The country's current account surplus will reach US$154 billion (Dh565.6bn), equivalent to 25 per cent of GDP, the bank said. As a result, GDP would swell by 5.1 per cent this year, rather than the 3.1 per cent the bank had projected in December. Growth was still down from the 6.8 per cent the bank forecast for last year.
The extra revenues should help to support a raft of projects under way across the country.
"There are important efforts under way to diversify the economy and these will continue as the government has a lot more money to enable projects to continue in the long term," said Paul Gamble, the head of research at Jadwa.
Oil income forms about 90 per cent of the government's total revenues. A rise in crude output last year helped to underpin a surge in public spending as the kingdom sought to appease citizens amid unrest in parts of the region.
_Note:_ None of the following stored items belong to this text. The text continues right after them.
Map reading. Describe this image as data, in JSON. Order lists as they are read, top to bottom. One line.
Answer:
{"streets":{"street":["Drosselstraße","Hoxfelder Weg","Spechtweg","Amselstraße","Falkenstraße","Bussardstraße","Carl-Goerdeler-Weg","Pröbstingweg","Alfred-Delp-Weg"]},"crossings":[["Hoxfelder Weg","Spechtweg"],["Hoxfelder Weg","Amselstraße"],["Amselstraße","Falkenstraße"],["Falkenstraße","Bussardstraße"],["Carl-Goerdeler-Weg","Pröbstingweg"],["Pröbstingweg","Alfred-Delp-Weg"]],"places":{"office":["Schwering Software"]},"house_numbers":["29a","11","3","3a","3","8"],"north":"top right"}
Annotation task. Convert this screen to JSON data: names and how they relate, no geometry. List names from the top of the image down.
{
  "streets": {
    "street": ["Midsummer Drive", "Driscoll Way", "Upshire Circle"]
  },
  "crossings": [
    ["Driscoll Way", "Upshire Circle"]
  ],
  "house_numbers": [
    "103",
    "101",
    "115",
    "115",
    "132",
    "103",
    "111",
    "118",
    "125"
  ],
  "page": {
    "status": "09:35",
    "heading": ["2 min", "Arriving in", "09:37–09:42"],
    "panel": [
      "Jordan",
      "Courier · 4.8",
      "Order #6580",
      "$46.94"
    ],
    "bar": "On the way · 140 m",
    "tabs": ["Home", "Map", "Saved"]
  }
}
King Abdullah unveiled a US$130bn spending package last year that included public employees receiving a bonus worth two months salary.
The stimulus has already seeped through to the non-oil economy this year, with business activity growth in the private sector rising to its highest in the six-month period to the end of January.
Investment in railways and other infrastructure schemes as well as mining and petrochemicals have all been supported by huge budgets in recent years.
Spending was not anticipated to reach the peaks of last year, Jadwa said. More recipients of unemployment benefit meant, however, that the bank had raised its expenditure forecast to 757bn riyals.
The bulk of the extra revenues is likely to be used to build up the foreign assets of the Saudi Arabian Monetary Agency.
"Higher savings give comfort that elevated levels of spending can be maintained for a number of years, as the reserves can be drawn down in the event of revenue shortfalls," said Mr Gamble.
Jadwa based its forecasts on an estimated oil price for this year of $119 per barrel. Futures rose by 14 per cent in the first quarter of this year, driven by concerns about Iran and disruptions in other producers such as South Sudan and Yemen.